The recent popularity of ChatGPT has many businesses considering using generative AI tools to improve the way their business operates. However, if you intend to implement AI solutions in your business, it's important to be aware of the risks involved.

What is generative AI?

ChatGPT is an example of generative AI – an artificial intelligence technology that uses algorithms to generate new content, including audio, code, images, text, simulations, 3D objects, and videos, based on patterns learned from existing data.

More specifically, it's a type of generative AI called a large language model (LLM) that's designed to understand and generate human-like language using a text interface.

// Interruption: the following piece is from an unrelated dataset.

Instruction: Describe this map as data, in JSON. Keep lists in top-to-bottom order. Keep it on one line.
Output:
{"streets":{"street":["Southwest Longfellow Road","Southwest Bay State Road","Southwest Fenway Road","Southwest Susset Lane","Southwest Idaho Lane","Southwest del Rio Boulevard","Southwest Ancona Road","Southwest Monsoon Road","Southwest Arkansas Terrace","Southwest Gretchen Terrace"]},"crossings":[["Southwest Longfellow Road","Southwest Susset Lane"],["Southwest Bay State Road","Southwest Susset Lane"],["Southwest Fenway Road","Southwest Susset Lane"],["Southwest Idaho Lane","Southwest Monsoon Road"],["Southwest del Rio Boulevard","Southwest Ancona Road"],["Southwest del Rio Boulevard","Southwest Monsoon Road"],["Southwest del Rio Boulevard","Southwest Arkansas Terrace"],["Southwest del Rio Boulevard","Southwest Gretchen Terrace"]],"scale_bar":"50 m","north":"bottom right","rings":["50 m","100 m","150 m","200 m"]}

There are a number of ways to use generative AI in your business, including to:

  • improve productivity and efficiency through automating routine tasks;
  • create marketing assets;
  • write search engine optimisation copy
  • provide enhanced data insights; and
  • communicate with customers.

You should be aware though that your business's use of generative AI raises a number of legal issues.

Data privacy and protection

Data privacy

By using generative AI tools, there's a risk that you'll inadvertently make personal data publicly available.

Any information you input into an online generative AI tool is transmitted to its provider. The provider can then use this information to generate future outputs that could be disclosed to the public.

See the ICO's guidance on AI and data protection and its blog article 'Generative AI: eight questions that developers and users need to ask' for more on data privacy risks.

Data security

AI models are susceptible to adversarial attacks, where malicious actors exploit vulnerabilities to manipulate the model's behaviour. These attacks can lead to compromised decision-making processes, financial losses, or reputational damage.

Additionally, the integration of AI within business processes can create new avenues for insider threats.

The National Cyber Security Centre has advice on the security of ChatGPT and LLMs here, and tips on assessing AI tools for cyber security here.

Intellectual property rights infringement

Lack of transparency about the origin of materials used for training generative AI models raises concerns about intellectual property rights, in particular copyright.

Copyright protected information may be used to train generative AI models, which may amount to infringing the copyright of the rights owner. This information could in turn end up being reproduced verbatim (or almost verbatim) in replies to a user-prompt, without any credit or reference to the source or the author.

Generative AI models also currently can't properly list and credit the materials they reproduce, making it difficult to obtain the necessary authorisation from the rights owners, while AI model owners often waive any responsibility.

Error and bias

AI is only as good as the data it's trained on.

If this data is old, incomplete and inaccurate, AI tools will produce inaccurate or out-of-date results.

This can lead to 'hallucinations', in which a tool confidently asserts that a falsehood is real.

Similarly, training data that contains bias will result in tools that propagate bias and discriminatory practices.

You should always critically assess any response produced by a generative AI model for potential biases and factually inaccurate information.

You should also establish protocols for the regular review of datasets used to train AI models to ensure they remain up-to-date, accurate and to remove bias.

Regulatory requirements

Existing regulations continue to apply; this includes the UK GDPR, as well as sector-specific regulations, e.g. for financial services and transport and product safety regulations.

The Government has also published a policy paper outlining its intention to develop a framework for regulation to be implemented by existing regulators.